(EXTRACTED MATERIAL begins)

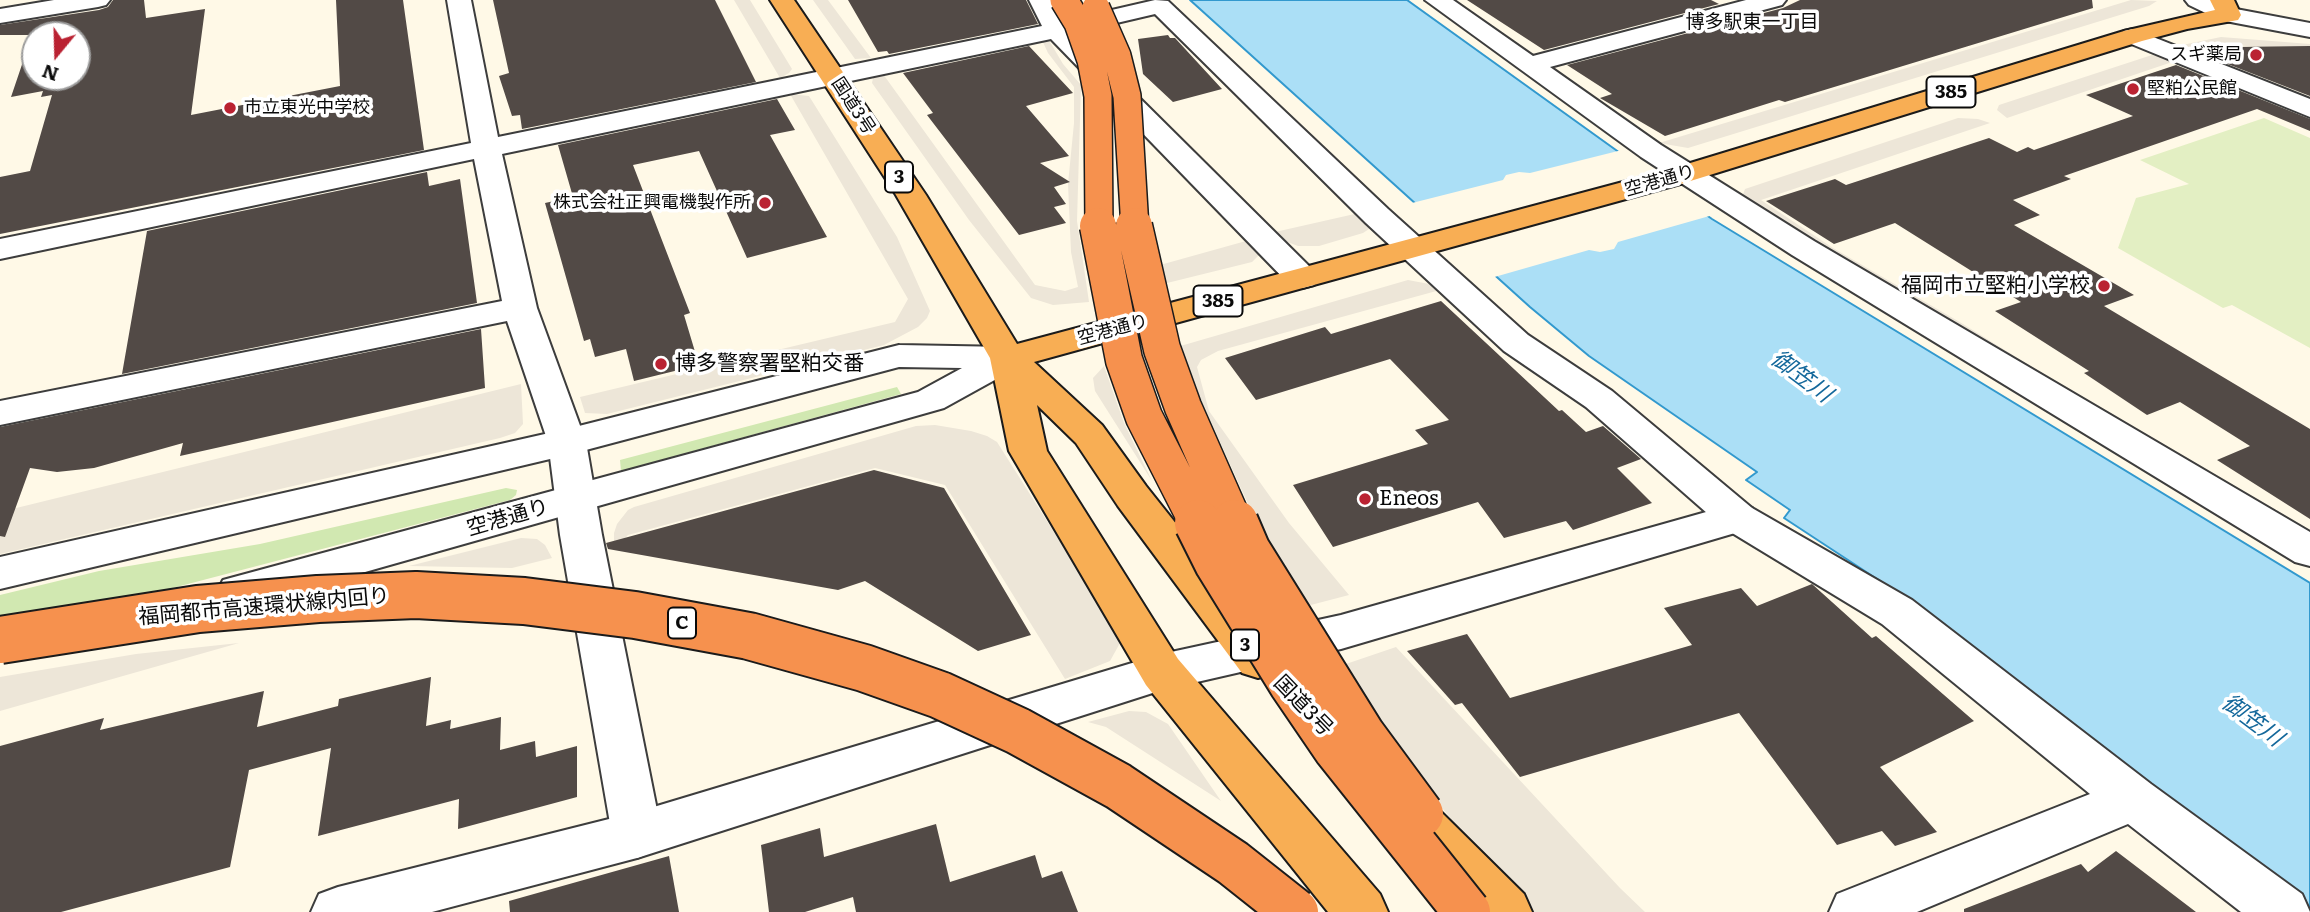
<!DOCTYPE html>
<meta charset="utf-8">
<style>
body{margin:0}
#map{position:relative;width:2310px;height:912px;overflow:hidden;background:#fff9e7;font-family:Literata,serif}
canvas{display:block}
.north{position:absolute;left:21px;top:21px;width:70px;height:70px;box-sizing:border-box;background:#fff;border:2px solid #9d9d9d;border-radius:50%;rotate:199deg;font-size:19px;font-weight:700;line-height:28px;text-align:center;color:#0a0a0a}
.north::after{content:'';display:block;margin:auto;width:24px;height:32px;background:#ba2232;clip-path:polygon(50% 0,100% 100%,50% 72%,0 100%)}
</style>
<div id="map">
<canvas width="2310" height="912"></canvas>
<div class="north">N</div>
</div>
<script>
const c = document.querySelector('canvas').getContext('2d');
c.lineJoin = 'round';
function paint(path, color) { c.fillStyle = color; c.fill(path, 'evenodd'); }
const shape = rows => new Path2D(rows.map(r => 'M' + r).join(''));
function strokePath(path, color, width, dash) { c.strokeStyle = color; c.lineWidth = width; c.lineCap = dash ? 'butt' : 'round'; c.setLineDash(dash || []); c.stroke(path); }
function label(font, color, halo, rows, align = 'center') {
  c.font = font + ' Literata,"Noto Sans JP",serif'; c.lineWidth = 7; c.setLineDash([]); c.textBaseline = 'middle'; c.strokeStyle = halo; c.fillStyle = color; for (const [text, x, y, turn = 0] of rows) {
    c.save(); c.translate(x, y); c.rotate((+turn || 0) * Math.PI / 180); c.textAlign = isNaN(turn) ? turn : align; if (halo) c.strokeText(text, 0, 0); c.fillText(text, 0, 0); c.restore();
  }
}
const green = shape([
 [897,387,901,394,621,471,620,460],
 [506,488,517,490,516,495,510,500,0,633,0,595,99,571,260,544]
]);
const pitch = shape([
 [2264,118,2310,138,2310,348,2232,305,2223,308,2118,248,2136,198,2189,184,2140,160]
]);
const plaza = shape([
 [734,0,750,0,792,69,789,73,780,78],
 [813,0,828,0,871,58,855,59],
 [2131,0,2157,1,2149,6,1688,148,1659,143],
 [2221,37,2310,44,2310,51,2234,45,2196,55,2182,49,2182,46,2187,44],
 [1042,40,1050,42,1063,64,1081,85,1077,221,1089,302,1053,305,1031,298,969,220,872,83,873,78,883,74,1035,285,1065,291,1078,287,1071,252,1068,184,1074,123,1074,87,1048,53],
 [2152,55,2178,60,2007,118,1997,110,1999,105],
 [790,94,809,96,897,237,930,311,927,318,918,327,884,345,607,414,585,413,580,397,895,322,908,299],
 [1958,118,1978,119,1990,123,1761,200,1833,248,1963,324,2148,439,1995,353,1742,197,1745,189],
 [1359,213,1371,223,1369,229,1363,233,1319,246,1298,246,1282,240,1275,232],
 [1246,237,1261,253,1252,262,1163,284,1160,265,1246,241],
 [1408,280,1429,284,1440,290,1218,351,1201,360,1197,367,1209,411,1289,523,1349,595,1307,606,1268,548,1177,347],
 [1104,366,1124,423,1152,481,1095,391,1093,378],
 [521,384,523,424,515,433,500,438,0,554,0,512],
 [935,425,971,431,987,436,997,442,1119,635,1120,643,1110,661,1065,679,945,485,875,468,628,535,614,550,614,533,617,524,628,510,634,507,916,426],
 [521,538,537,539,545,545,552,558,512,568,409,566],
 [239,643,0,711,0,677,136,654],
 [1396,647,1620,888,1645,912,1529,912,1432,796,1343,665],
 [1129,711,1146,712,1168,724,1221,801,1106,727,1088,722]
]);
const water = shape([
 [1190,0,1407,0,1712,219,2310,583,2310,912,1912,602,1784,518,1790,510,1746,480,1757,472,1589,356,1530,307,1190,0]
]);
const pier = shape([
 [1622,150,1713,215,1618,242,1614,249,1600,252,1589,250,1491,278,1412,203,1503,180,1506,175,1519,172,1530,173]
]);
const building = shape([
 [113,0,144,0,146,18,205,9,191,115,340,86,336,0,403,0,424,150,0,234,0,177,30,171,52,95,41,97,43,91,11,97,32,35,0,35,0,25,99,10,108,7],
 [35,35,77,35,77,77,35,77],
 [493,0,715,0,756,82,522,129,520,115,512,116,499,76,509,73],
 [848,0,1026,0,1038,24,889,54,887,51,878,52],
 [1467,0,1711,0,1719,4,1544,50],
 [1800,0,2092,0,2093,8,1785,102,1779,100,1665,136,1600,98,1612,94,1567,65,1783,8],
 [1168,35,1170,38,1175,38,1222,89,1173,102,1143,74,1138,39],
 [1029,46,1073,93,1026,106,1069,156,1040,163,1070,182,1054,187,1066,204,1054,207,1066,223,1019,235,927,115,933,113,903,73],
 [2310,46,2310,96,2207,56,2235,47],
 [2176,65,2310,119,2310,131,2257,109,2064,176,2071,179,2013,200,2040,215,2014,225,2134,295,2104,306,2310,429,2310,519,2217,460,2250,446,2180,402,2147,415,2084,373,2089,371,1995,311,2021,302,1895,223,1834,244,1766,201,1835,179,1846,185,1989,138,2017,152,2028,147,2034,150,2133,116,2086,95],
 [777,99,795,130,770,135,827,237,747,258,699,151,633,165,690,313,684,315,699,365,634,381,626,349,595,357,590,339,584,341,545,203,573,197,558,145],
 [427,172,429,186,460,179,477,303,122,374,147,231],
 [1441,301,1559,411,1562,410,1586,432,1603,426,1641,459,1617,468,1652,503,1573,530,1566,521,1504,538,1478,502,1333,547,1293,485,1428,444,1415,430,1449,420,1390,359,1256,400,1225,358,1325,327,1331,334],
 [481,329,485,388,180,456,183,443,94,468,57,472,30,468,5,537,0,536,0,427],
 [874,470,944,488,1031,635,978,651,865,581,838,590,608,549,606,543],
 [1812,584,1872,638,1876,636,1974,721,1880,767,1937,832,1895,846,1882,831,1837,845,1739,713,1520,777,1462,703,1455,705,1407,651,1467,634,1510,698,1692,645,1664,608,1741,588,1757,606],
 [431,677,426,726,451,720,450,729,501,717,500,750,535,741,536,757,577,746,577,797,458,829,459,799,318,836,331,748,249,770,230,867,61,912,0,912,0,746,104,718,100,730,264,691,257,727,338,706,339,699],
 [936,824,950,882,1035,855,1042,878,1062,871,1078,912,856,912,853,897,805,912,769,912,761,845,820,828,824,857],
 [2116,851,2196,912,1964,912,1964,909,2081,864,2088,872],
 [669,856,679,912,510,912,509,901]
]);
const minor = shape([
 [54,0,110,0,106,5,98,7,0,23,0,9,54,0],
 [447,0,471,0,498,137,1042,26,1029,0,1053,0,1064,21,1155,0,1168,1,1388,209,1528,335,1612,391,1752,508,1912,600,2151,784,2302,894,2310,912,2241,912,2128,824,1917,912,1829,912,1837,894,2090,794,1882,624,1724,528,1586,407,1504,351,1366,223,1155,14,1074,33,1314,271,1318,278,1314,285,1302,288,1290,285,1051,39,502,154,537,308,586,442,602,535,662,835,655,851,637,858,619,851,612,835,560,535,548,442,507,321,0,425,0,401,502,301,474,159,0,259,0,239,471,143,447,0],
 [1425,0,1453,0,1533,56,1746,0,1786,0,1782,5,1550,67,1661,145,1814,241,2310,532,2310,566,2295,562,1792,255,1641,157,1425,0],
 [2133,29,2310,99,2310,117,2124,41,2121,36,2124,31,2133,29]
]);
const tertiary = shape([
 [2185,0,2216,0,2236,9,2310,23,2310,37,2220,20,2189,5,2185,0],
 [899,345,1008,347,1020,350,1026,358,1020,366,944,408,238,608,223,604,217,592,223,580,918,392,962,368,899,367,567,455,0,589,0,557,567,429,899,345],
 [1738,503,1752,508,1758,518,1752,528,1341,649,1162,690,637,858,432,912,311,912,319,894,338,887,637,812,1162,654,1341,615,1738,503]
]);
const trunk = shape([
 [770,0,794,0,926,195,1017,344,1664,171,2124,31,2215,10,2210,0,2234,0,2241,15,2238,20,2187,29,2142,41,1684,183,1034,362,1102,425,1146,486,1274,647,1281,660,1274,673,1258,678,1242,673,1118,506,1076,443,1037,405,1047,451,1178,659,1380,894,1388,912,1328,912,1146,685,1009,451,990,358,896,195,770,0],
 [1423,805,1441,812,1524,894,1532,912,1469,912,1405,844,1398,828,1405,812,1423,805]
]);
const motorwayBridgeFar2 = shape([
 [1064,0,1078,23,1091,60,1098,96,1099,228],
 [1096,8,1117,56,1127,96,1135,228]
]);
const motorwayBridgeFar1 = shape([
 [1098,226,1124,360,1144,417,1199,525],
 [1134,226,1162,349,1183,407,1235,525]
]);
const motorwayBridge = shape([
 [1198,523,1218,563,1292,683,1337,749,1467,912],
 [1235,523,1247,551,1361,734,1420,814],
 [0,640,198,609,318,599,416,595,524,601,635,615,749,636,864,668,940,695,1018,731,1118,786,1233,863,1295,912]
]);
const markers = [
 [2256,55,7,"#ba2232"],
 [2133,89,7,"#ba2232"],
 [230,108,7,"#ba2232"],
 [765,203,7,"#ba2232"],
 [2104,286,7,"#ba2232"],
 [661,364,7,"#ba2232"],
 [1365,499,7,"#ba2232"]
];
const farPoinames = [
 ["スギ薬局",2242,55],
 ["堅粕公民館",2147,89,"left"],
 ["市立東光中学校",244,108,"left"],
 ["株式会社正興電機製作所",751,203]
];
const farStreetnames = [
 ["国道3号",853,106,57],
 ["空港通り",1660,181,-16],
 ["空港通り",1113,330,-15]
];
const farNeighbourhoodnames = [
 ["博多駅東一丁目",1752,22]
];
const shields = [
 [1951,92,49],
 [899,177,28],
 [1218,301,49],
 [682,623,28],
 [1245,645,28]
];
const shieldNames = [
 ["385",1951,92],
 ["3",899,177],
 ["385",1218,301],
 ["C",682,623],
 ["3",1245,645]
];
const poiNames = [
 ["福岡市立堅粕小学校",2090,286,"right"],
 ["博多警察署堅粕交番",675,364],
 ["Eneos",1379,499]
];
const streetNames = [
 ["空港通り",508,518,-16],
 ["福岡都市高速環状線内回り",264,607,-5],
 ["国道3号",1303,706,46]
];
const waterNames = [
 ["御笠川",1801,377,37],
 ["御笠川",2252,721,37]
];
paint(green, '#d1e8b1');
paint(pitch, '#e3efc3');
paint(plaza, '#ede6d8');
paint(water, '#abdff6');
strokePath(water, '#3299ce', 2);
paint(pier, '#fff9e7');
paint(building, '#524a46');
strokePath(minor, '#3d3d3d', 4);
strokePath(tertiary, '#3d3d3d', 4);
strokePath(trunk, '#1b1b1b', 4);
paint(minor, '#fff');
paint(tertiary, '#fff');
paint(trunk, '#f8ae54');
strokePath(motorwayBridgeFar2, '#1b1b1b', 30, []);
strokePath(motorwayBridgeFar1, '#1b1b1b', 39, []);
strokePath(motorwayBridge, '#1b1b1b', 50, []);
strokePath(motorwayBridgeFar2, '#f6914e', 27);
strokePath(motorwayBridgeFar1, '#f6914e', 36);
strokePath(motorwayBridge, '#f6914e', 46);
for (const [x, y, r, color] of markers) { const dot = new Path2D(); dot.arc(x, y, r, 0, 2 * Math.PI); c.fillStyle = color; c.fill(dot); strokePath(dot, '#fff', 2.5); }
label('18px', '#0a0a0a', '#fff', farPoinames, 'right');
label('18px', '#0a0a0a', '#fff', farStreetnames);
label('19px', '#0a0a0a', '#fff', farNeighbourhoodnames);
for (const [x, y, w] of shields) { const box = new Path2D(); box.roundRect(x - w / 2, y - 15.5, w, 31, 5); c.fillStyle = '#fff'; c.fill(box); strokePath(box, '#0a0a0a', 2); }
label('bold 19px', '#0a0a0a', null, shieldNames);
label('21px', '#0a0a0a', '#fff', poiNames, 'left');
label('21px', '#0a0a0a', '#fff', streetNames);
label('italic 23px', '#14689b', '#fff', waterNames);
</script>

(EXTRACTED MATERIAL ends)

*TASK BRIEF*.
When you reach the line with "[1134,226,1162,349,1183,407,1235,525]" in the records above, start writing out lines exactly, and stop once the line with "for (const [x, y, r, color]" has been written; include nothing else.

*WORKED SOLUTION*.
 [1134,226,1162,349,1183,407,1235,525]
]);
const motorwayBridge = shape([
 [1198,523,1218,563,1292,683,1337,749,1467,912],
 [1235,523,1247,551,1361,734,1420,814],
 [0,640,198,609,318,599,416,595,524,601,635,615,749,636,864,668,940,695,1018,731,1118,786,1233,863,1295,912]
]);
const markers = [
 [2256,55,7,"#ba2232"],
 [2133,89,7,"#ba2232"],
 [230,108,7,"#ba2232"],
 [765,203,7,"#ba2232"],
 [2104,286,7,"#ba2232"],
 [661,364,7,"#ba2232"],
 [1365,499,7,"#ba2232"]
];
const farPoinames = [
 ["スギ薬局",2242,55],
 ["堅粕公民館",2147,89,"left"],
 ["市立東光中学校",244,108,"left"],
 ["株式会社正興電機製作所",751,203]
];
const farStreetnames = [
 ["国道3号",853,106,57],
 ["空港通り",1660,181,-16],
 ["空港通り",1113,330,-15]
];
const farNeighbourhoodnames = [
 ["博多駅東一丁目",1752,22]
];
const shields = [
 [1951,92,49],
 [899,177,28],
 [1218,301,49],
 [682,623,28],
 [1245,645,28]
];
const shieldNames = [
 ["385",1951,92],
 ["3",899,177],
 ["385",1218,301],
 ["C",682,623],
 ["3",1245,645]
];
const poiNames = [
 ["福岡市立堅粕小学校",2090,286,"right"],
 ["博多警察署堅粕交番",675,364],
 ["Eneos",1379,499]
];
const streetNames = [
 ["空港通り",508,518,-16],
 ["福岡都市高速環状線内回り",264,607,-5],
 ["国道3号",1303,706,46]
];
const waterNames = [
 ["御笠川",1801,377,37],
 ["御笠川",2252,721,37]
];
paint(green, '#d1e8b1');
paint(pitch, '#e3efc3');
paint(plaza, '#ede6d8');
paint(water, '#abdff6');
strokePath(water, '#3299ce', 2);
paint(pier, '#fff9e7');
paint(building, '#524a46');
strokePath(minor, '#3d3d3d', 4);
strokePath(tertiary, '#3d3d3d', 4);
strokePath(trunk, '#1b1b1b', 4);
paint(minor, '#fff');
paint(tertiary, '#fff');
paint(trunk, '#f8ae54');
strokePath(motorwayBridgeFar2, '#1b1b1b', 30, []);
strokePath(motorwayBridgeFar1, '#1b1b1b', 39, []);
strokePath(motorwayBridge, '#1b1b1b', 50, []);
strokePath(motorwayBridgeFar2, '#f6914e', 27);
strokePath(motorwayBridgeFar1, '#f6914e', 36);
strokePath(motorwayBridge, '#f6914e', 46);
for (const [x, y, r, color] of markers) { const dot = new Path2D(); dot.arc(x, y, r, 0, 2 * Math.PI); c.fillStyle = color; c.fill(dot); strokePath(dot, '#fff', 2.5); }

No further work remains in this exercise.